# Modelling clay!!



## Skyewillow (Dec 28, 2012)

I haven't baked him yet, but here's a clay VT!


----------



## Laki (Aug 24, 2011)

LOVE it! Can't wait to see it baked and painted!


----------



## madmonahan (Aug 26, 2012)

I can't wait to see it painted!!


----------



## Skyewillow (Dec 28, 2012)

I just pulled him and an HMPKEE out of the oven. I'm going to let them cool until tomorrow morning before I paint.

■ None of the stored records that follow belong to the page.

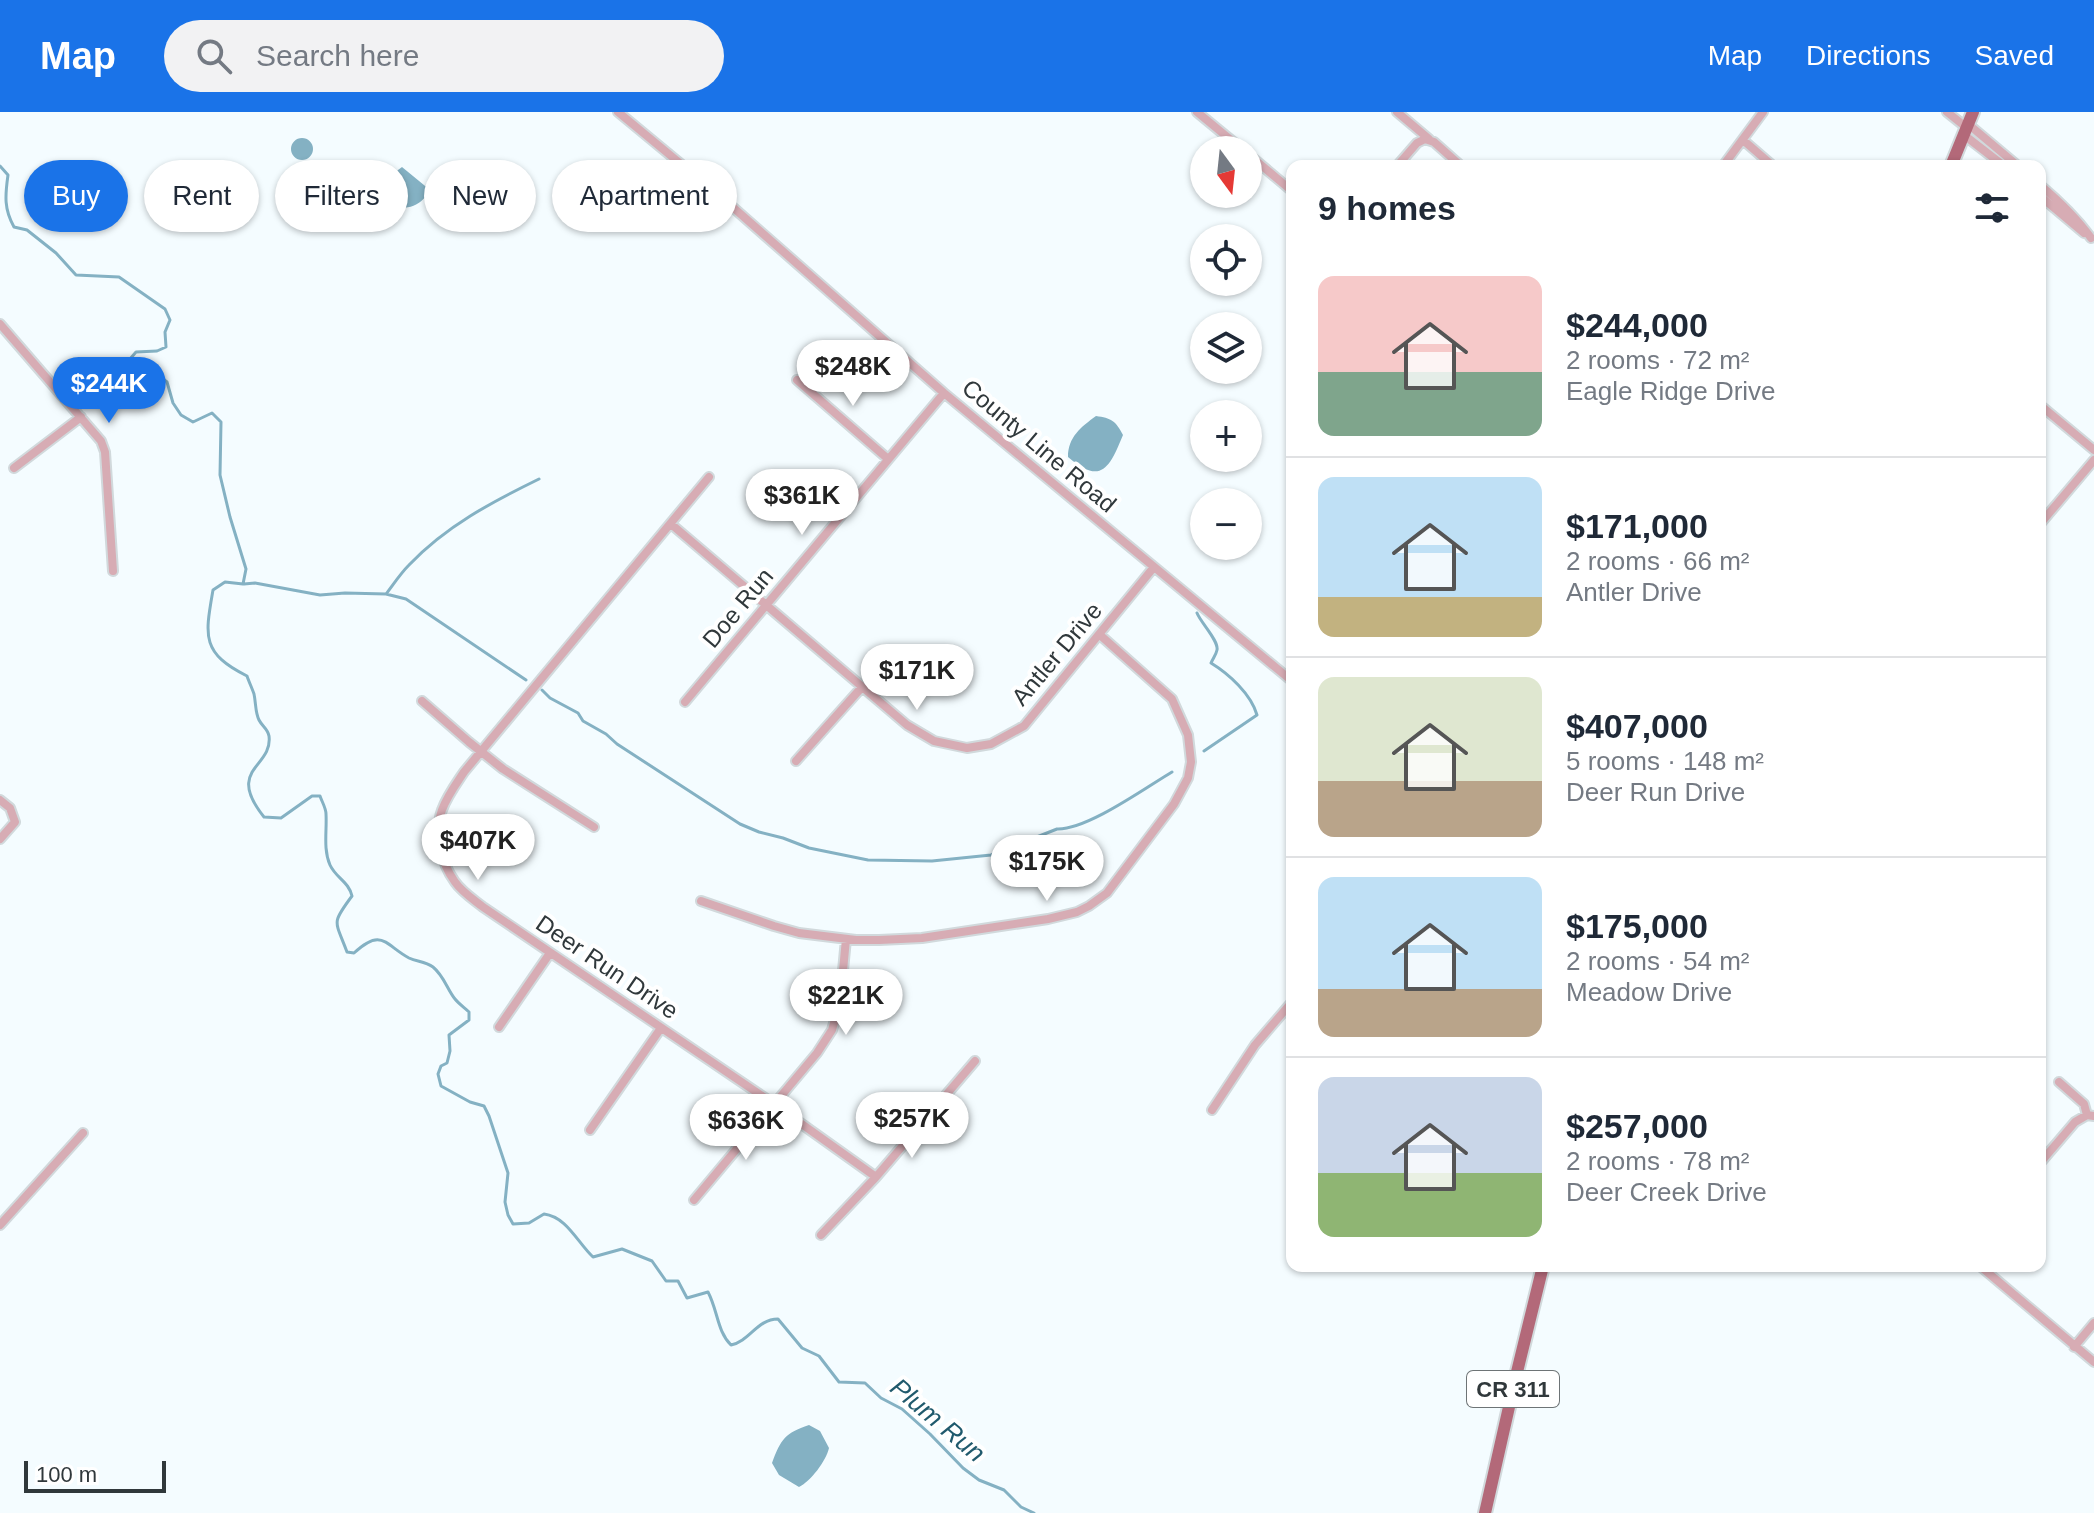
<!DOCTYPE html>
<html lang="en">
<head>
<meta charset="utf-8">
<style>
	body { margin:0; font-family:Arial,sans-serif; background:#f2f2f3; color:#1f2937; height:100vh; display:flex; flex-direction:column; font-size:30px; white-space:nowrap }
	* { box-sizing:border-box; margin:0 }
	p { font-size:26px; color:#747a83 }
	.icon { flex:none; width:44px; height:44px; fill:none; stroke:currentColor; stroke-width:2; stroke-linecap:round; stroke-linejoin:round }
	.map { position:relative; flex:1; overflow:hidden }
	.details { position:absolute; left:1286px; top:48px; width:760px; height:1112px; display:flex; flex-direction:column; background:#fff; border-radius:16px; box-shadow:0 2px 6px #0004 }
	.details>* { flex:none }
	.top-card { position:absolute; left:24px; top:48px; width:760px; height:72px; display:flex; gap:16px }
	.needle { width:52px; rotate:165deg }
	.tools { position:absolute; left:1190px; top:24px; display:grid; gap:16px }
	.tools a { display:grid; place-items:center; width:72px; height:72px; border-radius:50%; background:#fff; box-shadow:0 2px 6px #0004; font-size:40px }
	.scale { position:absolute; left:24px; bottom:20px; width:142px; box-sizing:border-box; padding-left:8px; border:4px solid #30383b; border-top:0; font-size:22px; line-height:28px; white-space:nowrap; color:#30383b; -webkit-text-stroke:6px #fff; paint-order:stroke }
	.price { position:absolute; translate:-50% -68px; padding:0 18px; border-radius:28px; background:#fff; color:#222; font-size:26px; line-height:52px; filter:drop-shadow(0 2px 4px #0008) }
	.price::after { content:''; position:absolute; left:50%; top:48px; width:24px; height:18px; margin-left:-12px; background:inherit; clip-path:polygon(0 0,100% 0,50% 100%) }
	.price.current { background:#1a73e8; color:#fff }
	ul { padding:0; list-style:none }
	li { display:flex; align-items:center; gap:24px; height:200px; padding:0 32px }
	li+li { border-top:2px solid #e0e1e3 }
	li span { display:grid; place-items:center; flex:none; width:224px; height:160px; border-radius:16px; color:#555 }
	li>.icon { margin-inline-start:auto }
	span .icon { width:96px; height:96px; fill:#fffc; stroke-width:1 }
	li b { font-size:34px }
	h2 { display:flex; justify-content:space-between; align-items:center; height:96px; padding:0 32px; font-size:34px }
	.chip { padding:0 28px; border-radius:36px; background:#fff; box-shadow:0 2px 6px #0004; font-size:28px; line-height:72px }
	.chip.current { background:#1a73e8; color:#fff }
	header { display:flex; align-items:center; gap:48px; box-sizing:border-box; height:112px; padding:0 40px; background:#1a73e8; color:#fff }
	header strong { font-size:38px }
	nav { display:flex; gap:44px; margin-inline-start:auto; font-size:28px }
	.search { width:560px; height:72px; background:#f2f2f3; display:flex; align-items:center; gap:20px; box-sizing:border-box; padding:0 28px; border-radius:44px; color:#747a83; font-size:30px }
	.map>svg:first-child { display:block }
	.water { fill:#84b1c3 }
	.lines { fill:none; stroke-linecap:round; stroke-linejoin:round }
	.stream { stroke:#84b1c3; stroke-width:3 }
	.street-casing { stroke:#d1d9dc; stroke-width:12 }
	.primary-casing { stroke:#d1d9dc; stroke-width:16 }
	.street { stroke:#d7acb4; stroke-width:8 }
	.primary { stroke:#b36979; stroke-width:12 }
	.labels { text-anchor:middle; stroke-width:8; stroke-linejoin:round; paint-order:stroke }
	.shield { fill:#fff; stroke:#6e7476; stroke-width:2 }
	.shield-label { font-size:22px; font-weight:bold; fill:#30383b }
	.street-label { font-size:24px; fill:#30383b; stroke:#fff }
	.water-label { font-size:26px; font-style:italic; fill:#205a6d; stroke:#fff }
</style>
</head>
<body>
<header>
<strong>Map</strong>
<div class="search"><svg class="icon" aria-label="search" viewBox="0 0 24 24"><circle cx="10" cy="10" r="6"/><path d="M15 15l6 6"/></svg>Search here</div>
<nav><a>Map</a><a>Directions</a><a>Saved</a></nav>
</header>
<div class="map">
<svg width="2094" height="1401" viewBox="0 0 2094 1401">
	<rect width="100%" height="100%" fill="#f4fcff"/>
	<path class="water" d="M291 37a11 11 0 1 1 22 0a11 11 0 1 1-22 0Z
		M 402,55 L 430,78 C 419,98 405,96 384,97 C 383,76 385,67 402,55 Z
		M 1096,304 C 1111,306 1116,309 1123,323 C 1109,357 1101,373 1068,345 C 1068,325 1081,315 1096,304 Z
		M 809,1313 L 820,1319 L 829,1336 C 826,1349 811,1369 799,1375 L 779,1363 L 772,1351 C 781,1327 785,1321 809,1313 Z"/>
	<g class="lines">
		<path class="stream" d="M 0,54 L 8,63 C 5,84 4,97 14,115 L 27,118 L 56,141 L 76,163 L 119,165 L 165,197 L 170,208 L 165,220 L 166,235 L 157,239 L 136,240 L 130,247 L 133,256 L 158,263 L 167,270 L 173,291 L 181,303 L 193,310 L 212,301 L 221,310 L 220,363 L 230,405 L 246,457 L 243,472 L 225,470 L 213,478 C 205,524 201,541 247,564 C 249,570 252,576 254,582 C 256,591 255,600 259,608 C 262,614 268,617 269,624 C 273,656 225,656 264,705 L 281,706 L 312,684 L 320,684 C 322,690 326,696 326,702 C 327,719 323,737 330,753 C 336,766 349,770 352,784 C 331,812 335,808 347,840 L 354,841 C 382,815 385,833 409,846 C 417,850 425,849 433,855 C 444,864 447,877 455,887 C 459,892 465,896 469,900 L 469,908 L 449,923 L 450,939 L 447,951 L 441,954 L 438,962 L 441,974 L 470,990 L 484,994 L 489,1004 L 508,1061 L 505,1090 L 508,1103 L 513,1112 L 529,1111 L 544,1102 C 567,1105 577,1130 593,1145 L 622,1137 L 652,1149 L 666,1169 L 678,1169 L 687,1186 L 708,1180 C 718,1199 717,1219 731,1233 C 750,1229 757,1207 778,1207 L 802,1236 L 819,1244 L 839,1270 L 865,1271 L 881,1286 L 902,1297 L 930,1322 L 963,1356 L 979,1368 L 1004,1378 L 1021,1395 L 1034,1401
			M 244,472 L 255,471 L 320,483 L 345,481 L 386,482 L 406,487 L 526,568
			M 386,482 C 393,473 400,462 409,453 C 446,414 492,390 539,367
			M 1197,501 C 1201,511 1219,529 1217,538 C 1216,543 1213,546 1211,551 C 1229,562 1251,582 1257,603 L 1204,639
			M 542,578 L 550,586 L 578,601 L 583,609 L 606,622 L 617,632 L 740,712 L 759,720 L 783,726 L 809,736 L 868,748 L 932,749 L 991,743 L 1057,717 C 1087,718 1145,676 1172,660"/>
		<g class="street-casing">
			<path id="street" d="M 618,0 L 728,91 L 944,281 L 1292,569
				M 1197,0 L 1243,38
				M 1397,0 L 1429,27
				M 1947,0 L 1967,16
				M 1968,12 L 2018,54
				M 1964,23 L 2004,54
				M 1743,28 L 1773,54
				M 1248,42 L 1292,79
				M 1397,54 L 1417,31 L 1425,27 L 1434,30 L 1461,54
				M 1723,54 L 1763,0
				M 2040,73 C 2059,89 2076,105 2091,126
				M 2040,84 L 2084,121
				M 0,212 L 101,329 L 105,340 L 113,459
				M 797,268 L 888,347
				M 2040,293 L 2094,338
				M 14,356 L 81,305
				M 709,365 L 464,660 C 456,672 447,684 442,698 C 434,720 441,751 455,770 C 462,780 473,787 483,795 L 768,988 L 876,1065
				M 671,412 L 907,613 L 934,629 L 967,636 L 991,632 L 1024,614 L 1154,455
				M 2040,412 L 2094,348
				M 422,589 L 469,630 L 503,657 L 594,715
				M 685,590 L 944,281
				M 796,649 L 862,575
				M 0,688 L 10,696 L 15,710 L 0,727
				M 701,789 L 774,814 L 799,821 L 856,828 L 879,828 L 922,826 L 1048,807 L 1077,800 L 1089,794 L 1107,781 L 1174,692 L 1188,666 L 1191,650 L 1188,623 L 1172,587 L 1100,523
				M 499,915 L 550,841
				M 2059,970 L 2084,992 L 2087,1003
				M 1212,998 L 1255,933 L 1292,890
				M 590,1018 L 661,916
				M 2040,1051 L 2075,1010 L 2087,1003 L 2094,1004
				M 694,1088 L 817,941 L 832,918 L 840,890 L 846,827
				M 0,1113 L 83,1021
				M 821,1123 L 876,1065 L 975,949
				M 1980,1154 L 2094,1250
				M 2074,1235 L 2094,1211"/>
		</g>
		<g class="primary-casing">
			<path id="primary" d="M 1951,54 L 1973,0
				M 1485,1401 L 1516,1264 L 1543,1154"/>
		</g>
		<use href="#street" class="street"/>
		<use href="#primary" class="primary"/>
	</g>
	<g class="labels">
		<rect class="shield" x="1467" y="1259" width="92" height="36" rx="6"/>
		<g class="shield-label">
			<text x="1513" y="1285">CR 311</text>
		</g>
		<g class="street-label">
			<text transform="translate(1039 334) rotate(40)" y="8">County Line Road</text>
			<text transform="translate(738 496) rotate(-50)" y="8">Doe Run</text>
			<text transform="translate(1057 542) rotate(-50)" y="8">Antler Drive</text>
			<text transform="translate(607 855) rotate(34)" y="8">Deer Run Drive</text>
		</g>
		<g class="water-label">
			<text transform="translate(938 1308) rotate(40)" y="9">Plum Run</text>
		</g>
	</g>
</svg>
<div class="tools">
<a><svg class="needle" viewBox="-14 -14 28 28"><path d="M0-13l5 13h-10z" fill="#e53935"/><path d="M0 13l5-13h-10z" fill="#747a83"/></svg></a>
<a><svg class="icon" aria-label="locate" viewBox="0 0 24 24"><circle cx="12" cy="12" r="6"/><path d="M12 2v4M12 18v4M2 12h4M18 12h4"/></svg></a>
<a><svg class="icon" aria-label="layers" viewBox="0 0 24 24"><path d="M12 4l9 5-9 5-9-5zM3 14l9 5 9-5"/></svg></a>
<a>+</a>
<a>−</a>
</div>
<div class="scale">100 m</div>
<b class="price" style="left:853px;top:296px">$248K</b>
<b class="price current" style="left:109px;top:313px">$244K</b>
<b class="price" style="left:802px;top:425px">$361K</b>
<b class="price" style="left:917px;top:600px">$171K</b>
<b class="price" style="left:478px;top:770px">$407K</b>
<b class="price" style="left:1047px;top:791px">$175K</b>
<b class="price" style="left:846px;top:925px">$221K</b>
<b class="price" style="left:912px;top:1048px">$257K</b>
<b class="price" style="left:746px;top:1050px">$636K</b>
<div class="top-card">
<a class="chip current">Buy</a>
<a class="chip">Rent</a>
<a class="chip">Filters</a>
<a class="chip">New</a>
<a class="chip">Apartment</a>
</div>
<section class="details">
<h2>9 homes<svg class="icon" aria-label="filters" viewBox="0 0 24 24"><path d="M4 7h16M4 17h16"/><circle cx="9" cy="7" r="2"/><circle cx="15" cy="17" r="2"/></svg></h2>
<ul>
<li><span style="background:linear-gradient(#f6c9c9 60%,#7fa58c 0)"><svg class="icon" aria-label="home" viewBox="0 0 24 24"><path d="M3 11l9-7 9 7M6 9v11h12V9"/></svg></span><div><b>$244,000</b><p>2 rooms · 72 m²</p><p>Eagle Ridge Drive</p></div></li>
<li><span style="background:linear-gradient(#bfe0f5 75%,#c2b280 0)"><svg class="icon" aria-label="home" viewBox="0 0 24 24"><path d="M3 11l9-7 9 7M6 9v11h12V9"/></svg></span><div><b>$171,000</b><p>2 rooms · 66 m²</p><p>Antler Drive</p></div></li>
<li><span style="background:linear-gradient(#dfe7d0 65%,#b9a48a 0)"><svg class="icon" aria-label="home" viewBox="0 0 24 24"><path d="M3 11l9-7 9 7M6 9v11h12V9"/></svg></span><div><b>$407,000</b><p>5 rooms · 148 m²</p><p>Deer Run Drive</p></div></li>
<li><span style="background:linear-gradient(#bfe0f5 70%,#b9a48a 0)"><svg class="icon" aria-label="home" viewBox="0 0 24 24"><path d="M3 11l9-7 9 7M6 9v11h12V9"/></svg></span><div><b>$175,000</b><p>2 rooms · 54 m²</p><p>Meadow Drive</p></div></li>
<li><span style="background:linear-gradient(#c9d6e8 60%,#8fb573 0)"><svg class="icon" aria-label="home" viewBox="0 0 24 24"><path d="M3 11l9-7 9 7M6 9v11h12V9"/></svg></span><div><b>$257,000</b><p>2 rooms · 78 m²</p><p>Deer Creek Drive</p></div></li>
</ul>
</section>
</div>
</body>
</html>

I'm putting the VT into this jar:









and the HMPKEE is going into a "bubble" bowl that looks like a miniature fishbowl:


----------



## rubinthebetta (Oct 9, 2012)

Awesome! Can't wait for pics!


----------



## MiyuMikaelson (Feb 4, 2013)

That's so awesome!!! Can't wait to see them completed!


----------



## Skyewillow (Dec 28, 2012)

VT:









My HMPKEE is drying after a disastrous attempt with some Acrylic water. I'll re-tank him in a bit, and get a picture for you all.


----------



## madmonahan (Aug 26, 2012)

It looks awesome!!! :-D


----------



## Skyewillow (Dec 28, 2012)

My dream fish: Koi HMPKPEE


----------



## madmonahan (Aug 26, 2012)

You have inspired me to make a clay fish. I'm posting a thread soon about it!


----------



## Skyewillow (Dec 28, 2012)

I'm excited to see what you come up with!


----------



## Indigo Betta (Sep 27, 2012)

those look like awesome ornaments i would buy one if i saw them in a shop


----------



## Skyewillow (Dec 28, 2012)

they're not aq safe, just nick knacks, but I'm considering putting them up on my etsy


----------



## Indigo Betta (Sep 27, 2012)

i don't mean in a tank LOL:lol: i meant they would look nice on the shelf lol or somewhere near the tank

i would buy one of you if you lived in the UK but buying from the US would be to complicated for me


----------



## Perry the platypus (Aug 20, 2012)

You should re-make that but with waterproof clay and put water in it!! Also, good thing they aren't real fish. You would need a bigger bowl for that. :lol:


----------



## rubinthebetta (Oct 9, 2012)

The finished fish are so amazing!!


----------



## Skyewillow (Dec 28, 2012)

the paint isn't waterproof. it's regular ol' acrylic XD plus, I don't need any more water changes! ;-)


----------



## Laki (Aug 24, 2011)

|I wouldn't want to put that in my tank, I would line my shelf in the bathroom with those!! They are awesome!! how long did it take you to paint them and glaze them?


----------



## Skyewillow (Dec 28, 2012)

They're only painted, no glaze. About about 5 minutes


----------



## Skyewillow (Dec 28, 2012)

More clay beasties:
Jade (SIP)









Considering this red veil couple as a donation to a raffle a friend is working with:









it's a tiny little flaring Hu!


----------



## Laki (Aug 24, 2011)

Wow. I'm so tempted to go to the bookstore at my uni and pick up good clay. I have good acylics around and I'm collecting extra gravel out of the RCS tank... And those glass bowls are cheap.. And.....


----------



## Perry the platypus (Aug 20, 2012)

That is soooooo Owsome!! (Awesome) :lol:


----------



## MoonShadow (Feb 29, 2012)

That is such an awesome idea!!!


----------



## Skyewillow (Dec 28, 2012)

Thank you


----------